Still - is being lost in a story as fun on the screen as it is in a book? After all, in a book you can reread, and with effort retrace your steps. But in films, you’re pressed endlessly forward (of course, if you’re watching at home, you can rewind, but that’s considered “cheating” in someway it isn’t with books). In other words, is being lost a rewarding experience only when you can find your way? Or is being lost in itself worthwhile? And even if so, is that right for this scene? in this movie? in this way? etc…

Um,
L

First person vs. side scrolling nonfiction

Here’s a Ross McElwee quote from (awesome x-mas gift) A Critical Cinema 2 by Scott MacDonald. I’m posting it partially because Whit and I are dealing with similar stuff producing a non-fiction piece right now, but mostly just to experience typing these words and fantasize about being this articulate and smart about film…

In objective, detached, “classical” cinéma vérité, you may have very strong emotional feelings about what you’re shooting, but basically the world plays itself out in front of you without any of your feelings being directly represented in what you’re shooting. You’re detached, separated. This enables you to develop layers of complexity within a single frame, foreground/background relationships for instance.

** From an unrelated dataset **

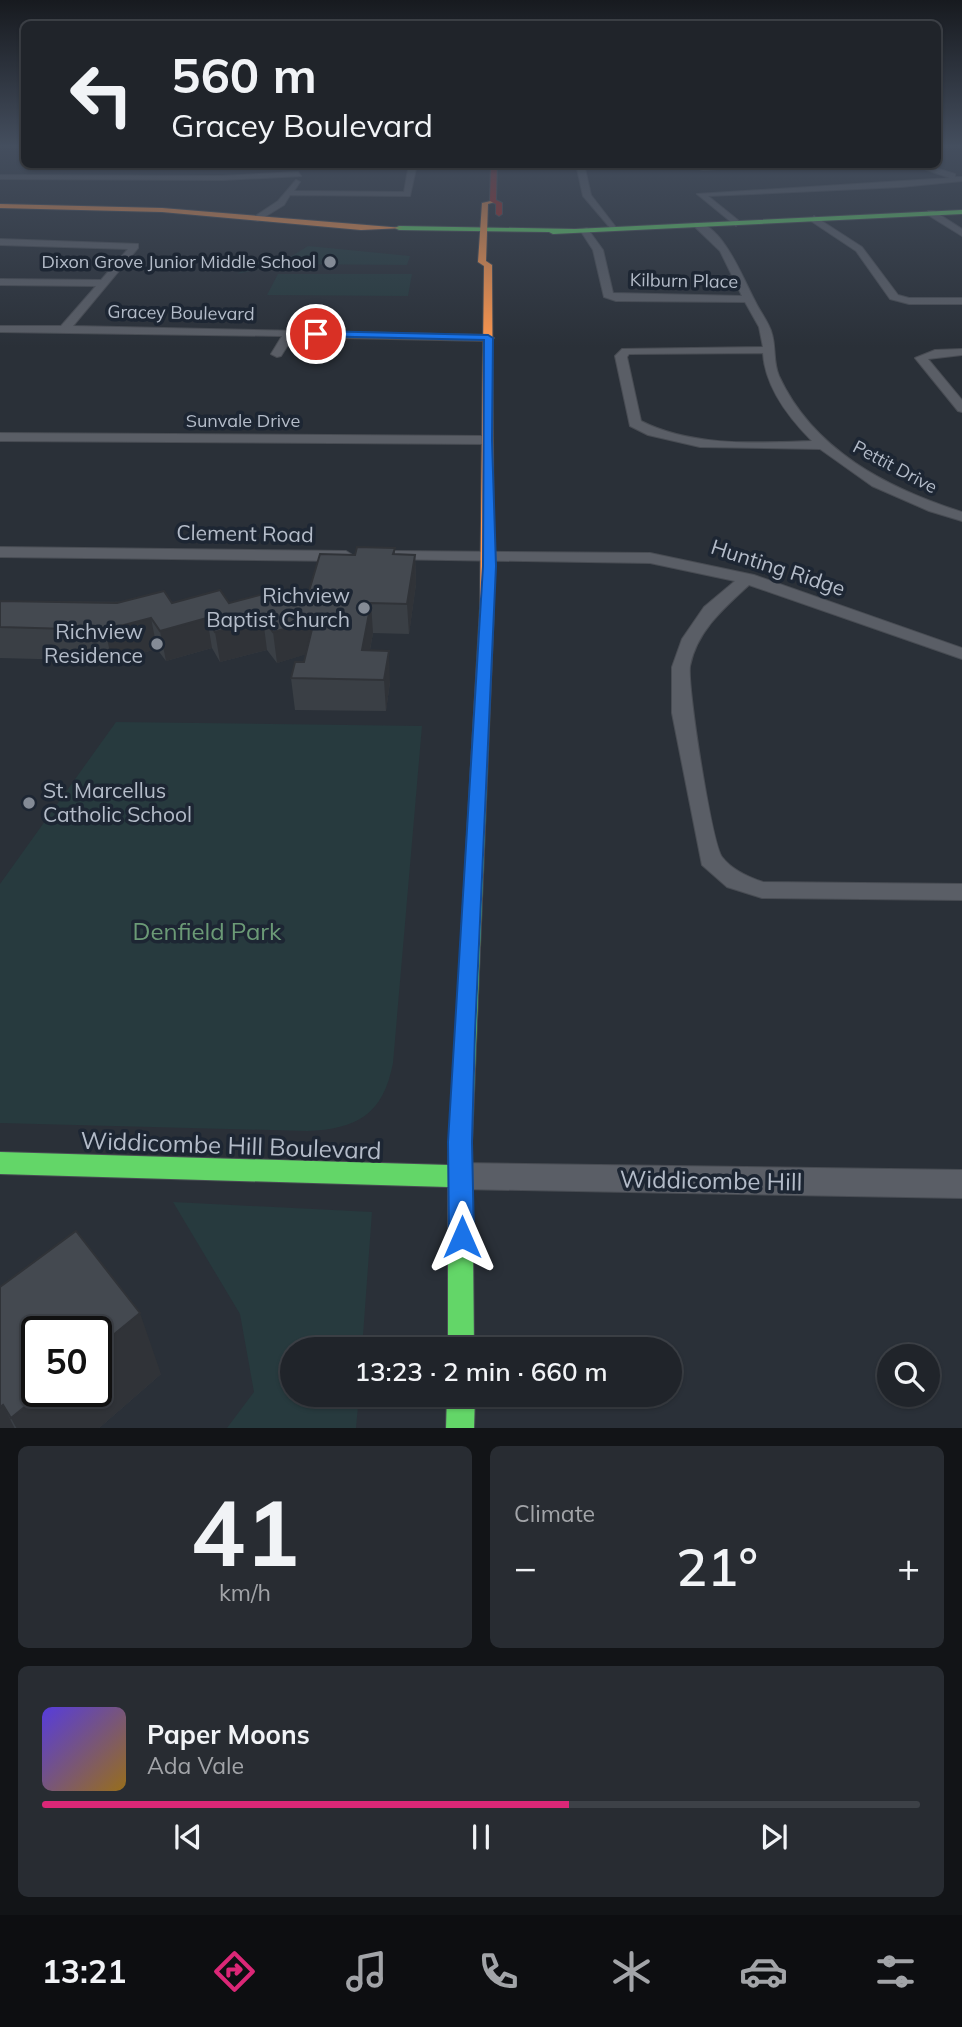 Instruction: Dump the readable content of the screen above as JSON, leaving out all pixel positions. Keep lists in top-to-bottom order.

In Space Coast there’s a shot of Papa John sitting in a chair rambling on about how he can’t get a job, while in the background you can see his wife struggling to load the refrigerator with groceries; all kinds of interesting ironies and complexities are set up in that shot. When you start taking on part of the burden of the narrative and the interactions yourself, you can lose this kind of complexity. The interaction becomes more perpendicular to the camera. Often, you’re giving up the observed detail that reflects the depth and multileveled complexities of the world, both visually and sociologically. What you’re getting instead is a self-reflective complexity that turns back on itself. Occasionally in Sherman’s March, however, there are moments when I was able to step back and observe what was going on. The scene with the survivalists is an instance of that. They’re not really part of my world, so I can step back and film them objectively. Ideally, I want my films to phase in and out of these two kinds of experience.

What kind of films do you make if yr big influences are Ross McElwee and David Lynch?

Turn on your television

I love this campaign, the emails I get.
L

Subject: Turn on your television
From: Barack Obama

Date: Thu, 3 Jan 2008 23:56:14 -0500
To: Lev Kalman <***********>

Lev –

We just won Iowa, and I’m about to head down to talk to everyone.

Democrats turned out in record numbers tonight, and independents and even some Republicans joined our party to stand together for change.

Thank you for everything you’ve done to make this possible.